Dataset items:
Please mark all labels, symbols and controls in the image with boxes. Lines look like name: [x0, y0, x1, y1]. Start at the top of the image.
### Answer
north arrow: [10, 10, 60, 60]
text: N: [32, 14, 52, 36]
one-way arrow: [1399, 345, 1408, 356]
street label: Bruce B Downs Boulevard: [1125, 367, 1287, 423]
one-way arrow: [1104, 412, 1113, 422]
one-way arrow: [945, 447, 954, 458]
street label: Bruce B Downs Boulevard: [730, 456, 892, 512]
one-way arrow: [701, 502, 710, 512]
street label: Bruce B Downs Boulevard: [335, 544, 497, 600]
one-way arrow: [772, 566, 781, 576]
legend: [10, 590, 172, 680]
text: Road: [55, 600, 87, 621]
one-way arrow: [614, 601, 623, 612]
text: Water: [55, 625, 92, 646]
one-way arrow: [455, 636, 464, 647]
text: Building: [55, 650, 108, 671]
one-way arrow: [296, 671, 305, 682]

EXERCISE DESCRIPTION ::
Your answer should be an exact transcription of the data above.

SOLUTION TO THE PROBLEM ::
Please mark all labels, symbols and controls in the image with boxes. Lines look like name: [x0, y0, x1, y1]. Start at the top of the image.
### Answer
north arrow: [10, 10, 60, 60]
text: N: [32, 14, 52, 36]
one-way arrow: [1399, 345, 1408, 356]
street label: Bruce B Downs Boulevard: [1125, 367, 1287, 423]
one-way arrow: [1104, 412, 1113, 422]
one-way arrow: [945, 447, 954, 458]
street label: Bruce B Downs Boulevard: [730, 456, 892, 512]
one-way arrow: [701, 502, 710, 512]
street label: Bruce B Downs Boulevard: [335, 544, 497, 600]
one-way arrow: [772, 566, 781, 576]
legend: [10, 590, 172, 680]
text: Road: [55, 600, 87, 621]
one-way arrow: [614, 601, 623, 612]
text: Water: [55, 625, 92, 646]
one-way arrow: [455, 636, 464, 647]
text: Building: [55, 650, 108, 671]
one-way arrow: [296, 671, 305, 682]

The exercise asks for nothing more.